Recorded data START
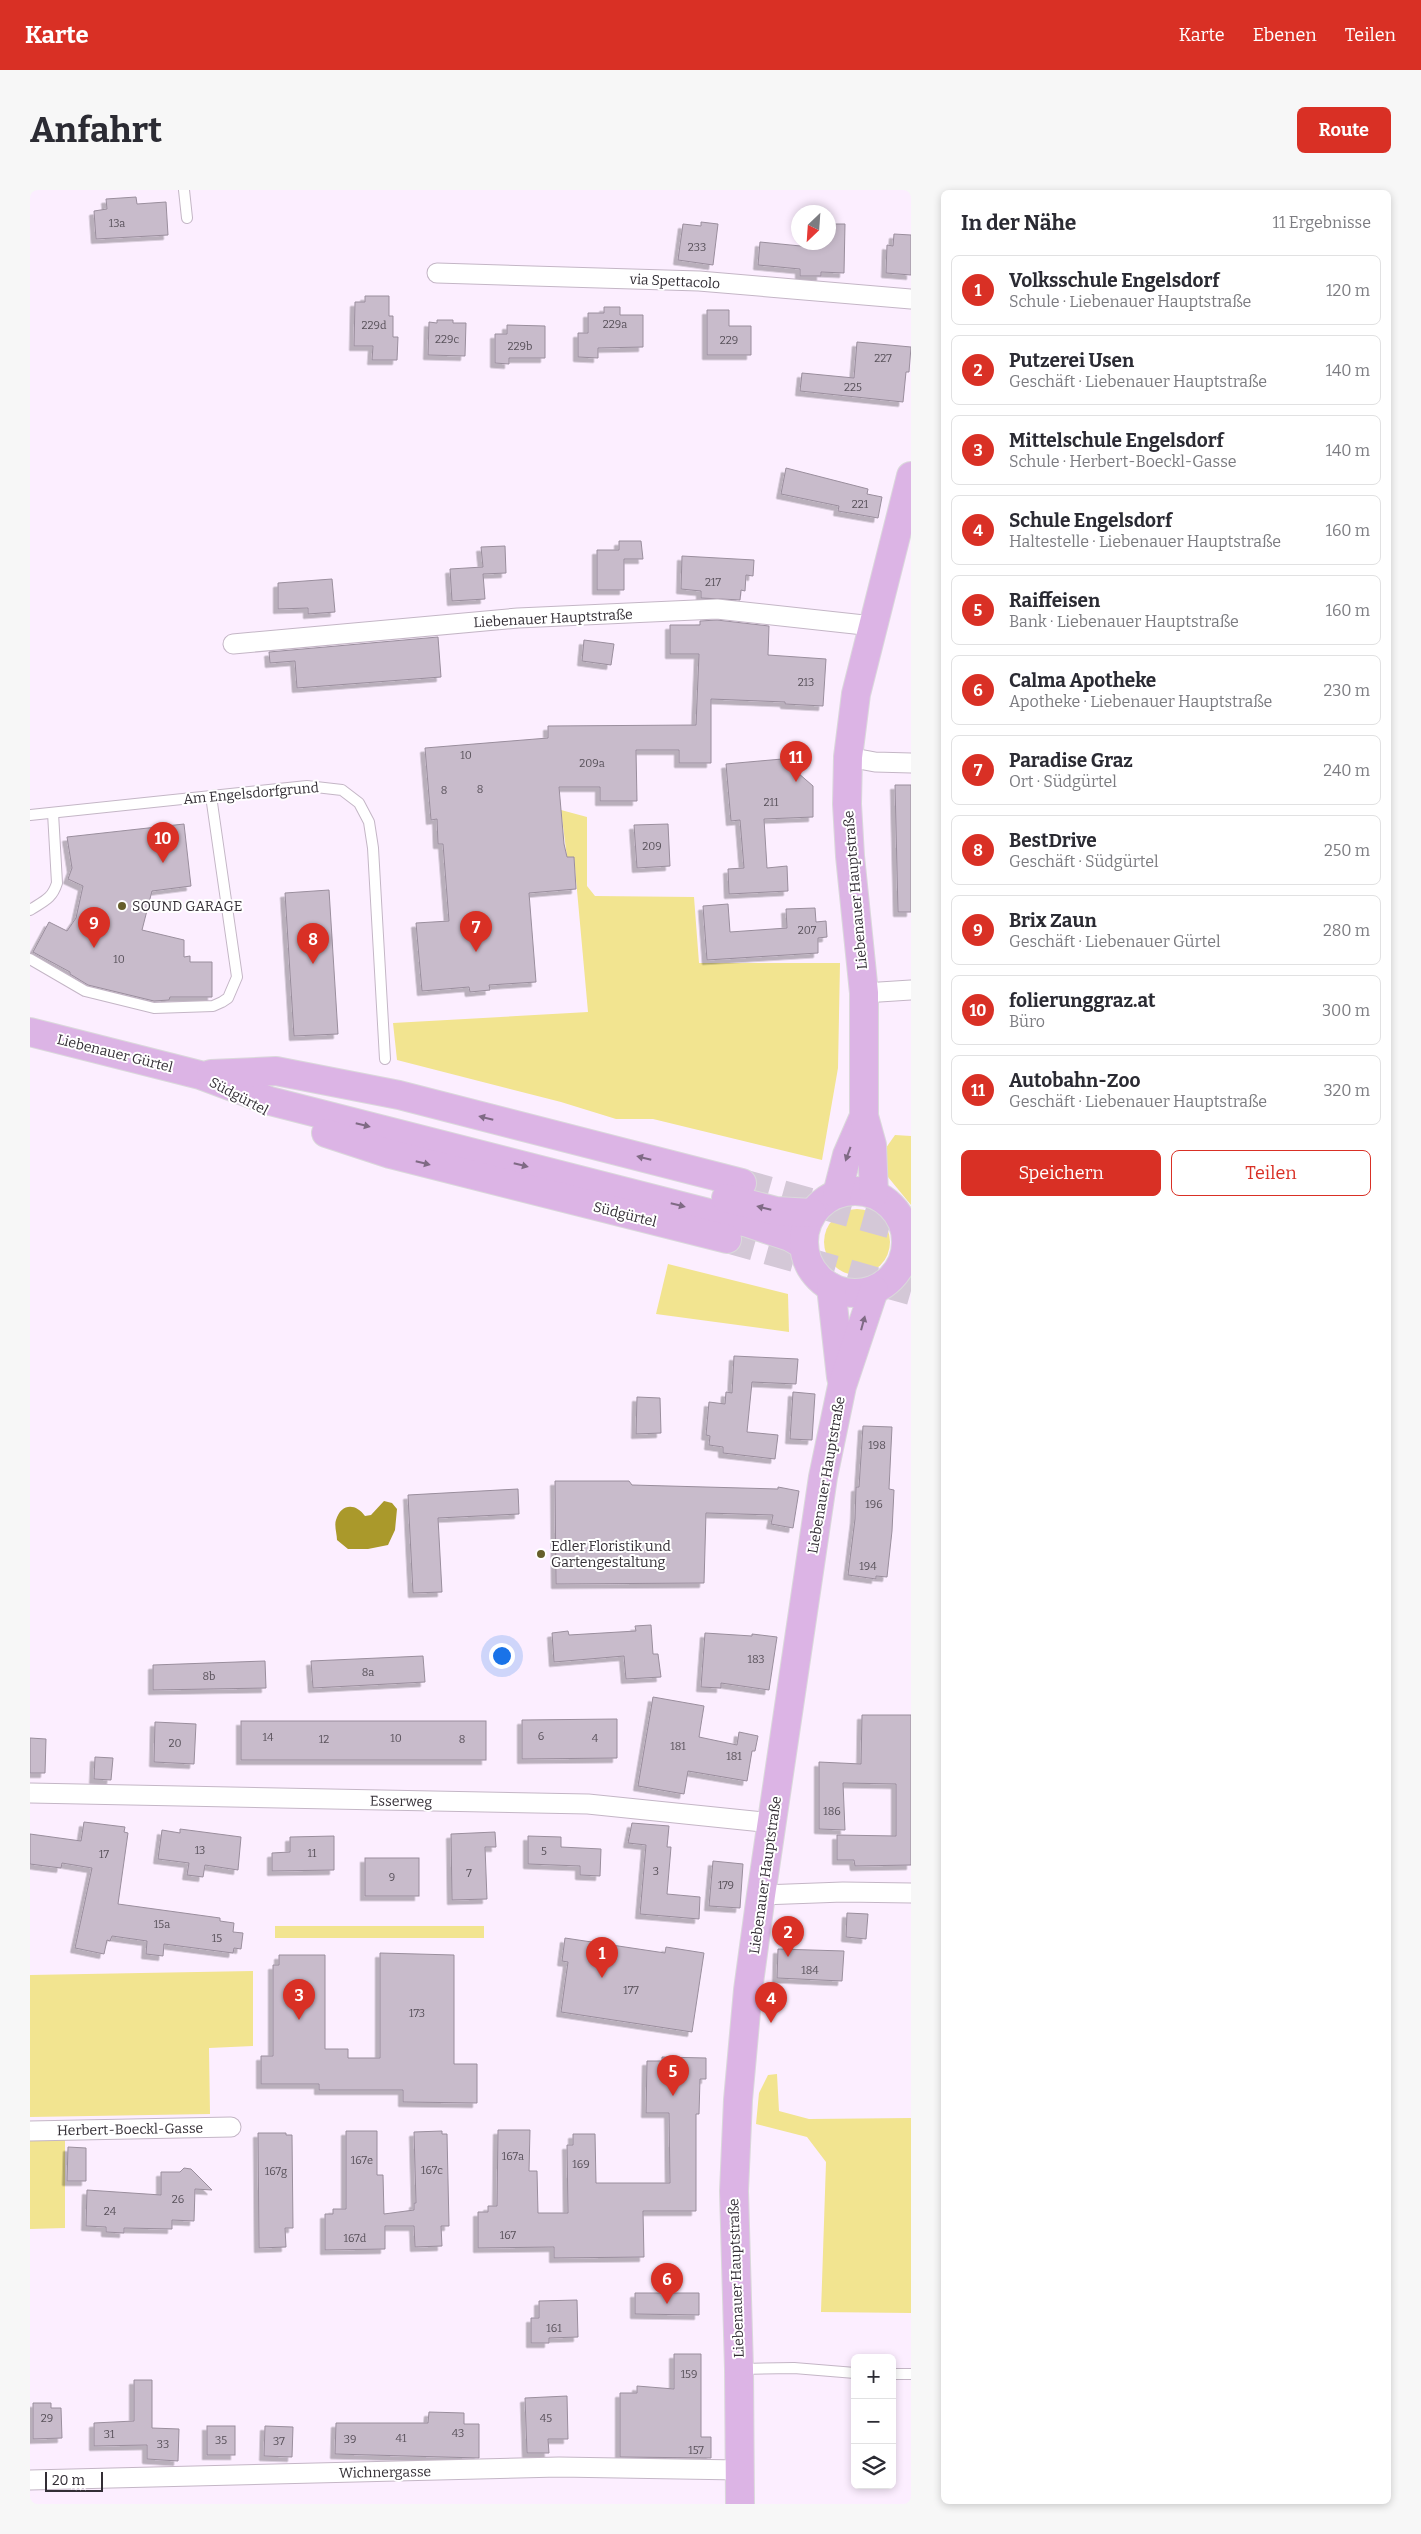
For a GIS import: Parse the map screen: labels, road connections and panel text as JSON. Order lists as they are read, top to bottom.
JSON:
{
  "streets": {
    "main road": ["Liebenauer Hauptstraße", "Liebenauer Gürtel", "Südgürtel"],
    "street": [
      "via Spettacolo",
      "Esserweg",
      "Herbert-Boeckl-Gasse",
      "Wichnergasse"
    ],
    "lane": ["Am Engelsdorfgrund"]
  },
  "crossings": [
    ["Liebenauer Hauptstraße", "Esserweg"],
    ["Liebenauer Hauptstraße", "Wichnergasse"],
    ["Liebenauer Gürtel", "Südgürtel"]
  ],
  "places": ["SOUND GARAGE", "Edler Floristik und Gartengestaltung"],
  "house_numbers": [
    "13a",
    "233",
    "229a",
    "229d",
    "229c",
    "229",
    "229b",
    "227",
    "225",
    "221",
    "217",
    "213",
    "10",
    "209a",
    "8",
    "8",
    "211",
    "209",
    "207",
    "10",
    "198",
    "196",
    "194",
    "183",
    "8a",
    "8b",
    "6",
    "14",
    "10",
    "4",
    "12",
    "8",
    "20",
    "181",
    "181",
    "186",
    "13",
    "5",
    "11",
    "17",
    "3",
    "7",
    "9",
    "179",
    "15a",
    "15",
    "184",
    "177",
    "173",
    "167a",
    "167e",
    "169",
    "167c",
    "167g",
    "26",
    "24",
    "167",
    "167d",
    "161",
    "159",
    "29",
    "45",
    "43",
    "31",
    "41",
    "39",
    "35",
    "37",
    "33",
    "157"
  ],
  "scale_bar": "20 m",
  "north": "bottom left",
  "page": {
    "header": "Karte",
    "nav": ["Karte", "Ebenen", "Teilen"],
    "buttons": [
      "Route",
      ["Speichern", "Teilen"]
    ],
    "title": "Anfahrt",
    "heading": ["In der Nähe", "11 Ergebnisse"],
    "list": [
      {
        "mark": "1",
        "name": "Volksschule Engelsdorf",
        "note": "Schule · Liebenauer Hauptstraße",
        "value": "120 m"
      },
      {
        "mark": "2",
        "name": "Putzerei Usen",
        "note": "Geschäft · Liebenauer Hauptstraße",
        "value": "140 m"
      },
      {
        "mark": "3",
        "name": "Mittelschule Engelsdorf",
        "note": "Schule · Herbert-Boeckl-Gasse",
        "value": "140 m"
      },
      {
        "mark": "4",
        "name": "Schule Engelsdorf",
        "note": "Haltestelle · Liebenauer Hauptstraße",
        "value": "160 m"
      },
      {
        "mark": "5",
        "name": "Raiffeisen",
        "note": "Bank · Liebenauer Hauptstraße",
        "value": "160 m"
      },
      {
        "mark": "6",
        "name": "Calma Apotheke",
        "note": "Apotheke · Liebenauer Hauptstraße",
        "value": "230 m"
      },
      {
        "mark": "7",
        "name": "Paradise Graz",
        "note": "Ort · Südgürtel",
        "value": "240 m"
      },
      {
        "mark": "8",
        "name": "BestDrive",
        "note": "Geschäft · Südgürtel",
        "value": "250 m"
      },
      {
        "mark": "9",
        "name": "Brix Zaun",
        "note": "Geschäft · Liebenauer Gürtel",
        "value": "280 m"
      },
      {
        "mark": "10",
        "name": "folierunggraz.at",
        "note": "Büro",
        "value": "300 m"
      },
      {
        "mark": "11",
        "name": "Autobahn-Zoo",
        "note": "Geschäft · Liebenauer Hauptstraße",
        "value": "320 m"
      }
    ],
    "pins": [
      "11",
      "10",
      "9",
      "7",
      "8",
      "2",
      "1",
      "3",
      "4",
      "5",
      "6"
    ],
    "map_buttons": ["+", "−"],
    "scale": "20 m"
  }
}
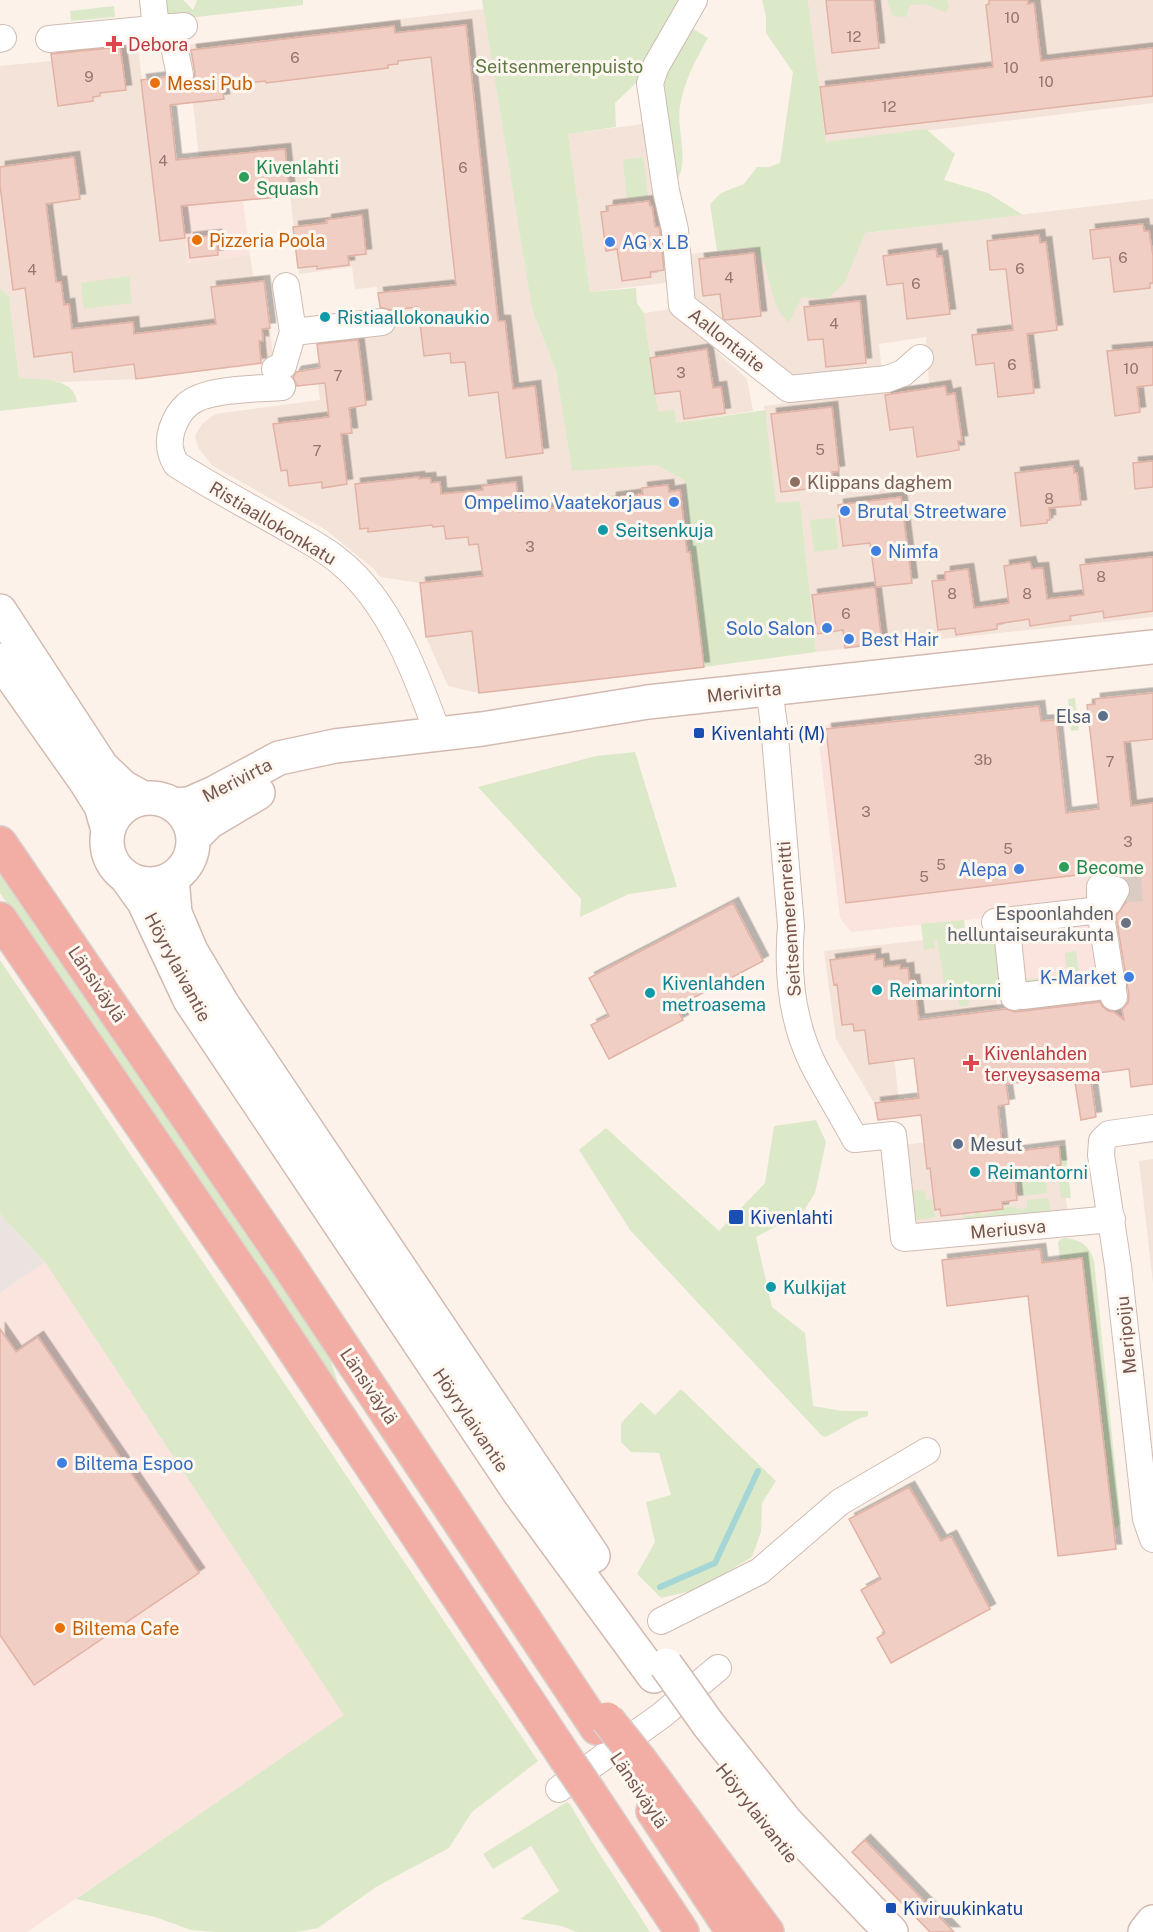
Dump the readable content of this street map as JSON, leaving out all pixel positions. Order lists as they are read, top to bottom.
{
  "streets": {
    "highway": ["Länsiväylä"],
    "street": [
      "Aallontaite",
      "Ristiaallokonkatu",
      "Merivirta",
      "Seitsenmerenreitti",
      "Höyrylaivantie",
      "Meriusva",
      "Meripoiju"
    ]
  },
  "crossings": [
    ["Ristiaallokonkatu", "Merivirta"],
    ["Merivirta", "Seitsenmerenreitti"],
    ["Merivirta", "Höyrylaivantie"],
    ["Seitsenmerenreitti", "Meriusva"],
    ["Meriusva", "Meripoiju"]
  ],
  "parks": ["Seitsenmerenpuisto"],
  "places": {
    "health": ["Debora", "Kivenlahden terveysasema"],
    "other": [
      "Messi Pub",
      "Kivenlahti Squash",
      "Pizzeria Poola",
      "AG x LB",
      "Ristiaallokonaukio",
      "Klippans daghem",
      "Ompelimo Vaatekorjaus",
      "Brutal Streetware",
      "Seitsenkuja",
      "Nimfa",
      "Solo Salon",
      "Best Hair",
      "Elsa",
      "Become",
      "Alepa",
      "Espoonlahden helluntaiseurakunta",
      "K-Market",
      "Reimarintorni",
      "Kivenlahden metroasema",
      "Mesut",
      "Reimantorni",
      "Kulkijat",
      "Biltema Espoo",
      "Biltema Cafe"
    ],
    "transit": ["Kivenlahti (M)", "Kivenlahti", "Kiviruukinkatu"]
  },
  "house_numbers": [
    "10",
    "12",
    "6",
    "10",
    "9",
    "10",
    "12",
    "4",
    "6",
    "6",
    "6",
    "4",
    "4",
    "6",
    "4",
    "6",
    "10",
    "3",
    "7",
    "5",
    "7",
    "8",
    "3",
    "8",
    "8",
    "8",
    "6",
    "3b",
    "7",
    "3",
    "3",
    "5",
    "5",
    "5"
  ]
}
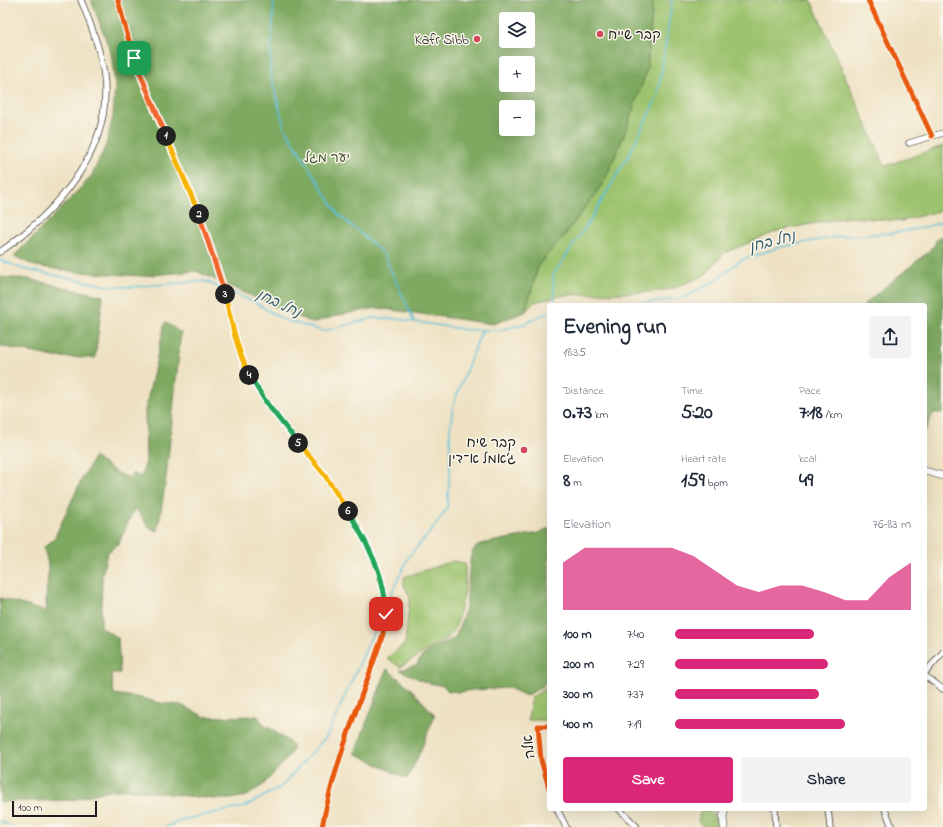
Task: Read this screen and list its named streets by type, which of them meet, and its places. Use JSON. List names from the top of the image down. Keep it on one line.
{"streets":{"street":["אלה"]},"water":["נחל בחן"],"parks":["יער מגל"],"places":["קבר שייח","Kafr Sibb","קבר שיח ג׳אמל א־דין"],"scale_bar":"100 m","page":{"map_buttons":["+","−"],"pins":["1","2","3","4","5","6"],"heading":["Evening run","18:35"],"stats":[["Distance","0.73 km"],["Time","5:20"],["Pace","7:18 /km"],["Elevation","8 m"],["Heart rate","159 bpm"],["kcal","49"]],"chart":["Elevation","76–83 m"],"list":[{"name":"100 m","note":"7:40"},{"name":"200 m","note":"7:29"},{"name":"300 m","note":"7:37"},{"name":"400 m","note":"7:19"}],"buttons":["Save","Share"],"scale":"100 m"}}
Recorded data END
What to work on: Anywhere the listing shows the word "road", copy the full line.

Answer box:
For a GIS import: Parse the map screen: labels, road connections and panel text as JSON. Order lists as they are read, top to bottom.
    "main road": ["Liebenauer Hauptstraße", "Liebenauer Gürtel", "Südgürtel"],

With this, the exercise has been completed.